The EU Is Phasing Out Monero and Zcash by 2027. Here's What Actually Changes
Starting 10 July 2027, regulated crypto platforms operating in the EU will no longer be able to hold, list, or trade privacy coins like Monero (XMR) and Zcash (ZEC). If you hold either on a European exchange, this is the moment to understand what's actually changing, because most headlines get the details wrong.
What the EU actually banned
The rule comes from Article 79 of the EU's Anti-Money Laundering Regulation (AMLR), Regulation (EU) 2024/1624. It prohibits banks, financial institutions, and crypto-asset service providers (CASPs) from keeping anonymous accounts of any kind, including crypto accounts that allow "anonymisation or increased obfuscation of transactions, including through anonymity-enhancing coins."
In plain terms: regulated EU exchanges and custodians have to stop supporting Monero, Zcash, Dash, and similar assets. The regulation was adopted in 2024, and the application date is fixed by the text itself: 10 July 2027.
What this doesn't ban
This is the part most coverage skips. Article 79 binds "obliged entities" — licensed exchanges, custodians, banks. It does not:
- Make owning Monero or Zcash illegal for individuals
- Restrict self-custody wallets
- Stop peer-to-peer transfers between private wallets
Holding XMR in your own wallet and sending it to another private wallet stays completely legal after July 2027. What disappears is the ability to deposit, trade, or custody it through an EU-regulated platform.
Why exchanges are the chokepoint, not the coins
This is the pattern worth understanding, not just for this rule but for privacy in crypto generally: regulation targets the custodial layer because that's where identity and assets sit in the same place. An exchange holding your Zcash also holds your KYC file. Once anonymity-enhancing assets can't sit in that account, the exchange has one option: delist.
That's a structural gap, not a coin problem. A routing layer that never custodies your assets and never holds a name next to a balance isn't the kind of "account" Article 79 is written to reach. It's why non-custodial swap infrastructure exists as a category separate from exchanges in the first place: the privacy guarantee doesn't depend on a platform being willing to hold a delisted asset for you.
What to actually do before 2027
If you're holding Monero, Zcash, or Dash on a regulated EU exchange:
- Don't wait for the deadline. Exchanges tend to move early, not on the exact date; several already flagged phased delistings ahead of 2027.
- Move to self-custody if you want to keep holding the asset directly.
- If you want to convert into a more liquid or widely supported asset, a non-custodial routing platform lets you swap privacy coins for ETH, BTC, or stablecoins without an intermediary account ever holding both your identity and your balance. The on-chain link between the source and destination is fully broken, not just obscured.
Houdini Swap is a compliant, non-custodial, cross-chain privacy routing platform built for exactly this kind of transition: swapping between assets, including privacy coins, without a custodial account sitting in the middle. Every swap runs AML/KYT screening and is OFAC-compliant, so it addresses the same underlying regulatory concern the AMLR is written around, without requiring a delisting.
FAQ
Will owning Monero become illegal in the EU after 2027?No. Article 79 restricts regulated financial institutions and crypto platforms, not individuals. Self-custody and peer-to-peer transfers remain legal.

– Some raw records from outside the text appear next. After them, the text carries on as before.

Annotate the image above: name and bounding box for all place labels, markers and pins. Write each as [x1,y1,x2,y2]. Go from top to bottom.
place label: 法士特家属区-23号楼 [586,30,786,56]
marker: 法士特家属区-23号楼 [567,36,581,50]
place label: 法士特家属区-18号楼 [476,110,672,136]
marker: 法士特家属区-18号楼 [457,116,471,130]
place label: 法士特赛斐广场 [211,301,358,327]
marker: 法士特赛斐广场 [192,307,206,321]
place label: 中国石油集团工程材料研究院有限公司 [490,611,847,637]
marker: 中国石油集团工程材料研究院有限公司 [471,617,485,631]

What happens to my Zcash if I leave it on a European exchange past July 2027?The exchange will not be permitted to keep the account. Expect forced conversion, withdrawal requirements, or account restrictions well before the deadline — exchanges typically act ahead of hard cutoffs.
Does this affect Bitcoin or Ethereum?No. The ban targets "anonymity-enhancing coins," assets built to obscure transaction details by default or through optional privacy features. Transparent-ledger assets like Bitcoin and Ethereum aren't in scope.
Is this the same as MiCA?Related but distinct. MiCA's Article 76(3) already stops EU trading platforms from admitting assets with a built-in anonymization function. The AMLR's Article 79 extends similar restrictions across all CASPs, not just trading venues.
Can I still swap privacy coins after 2027?Yes, just not through an EU-regulated custodial exchange. Non-custodial routing platforms that never hold your assets or identity together fall outside what Article 79 is written to restrict.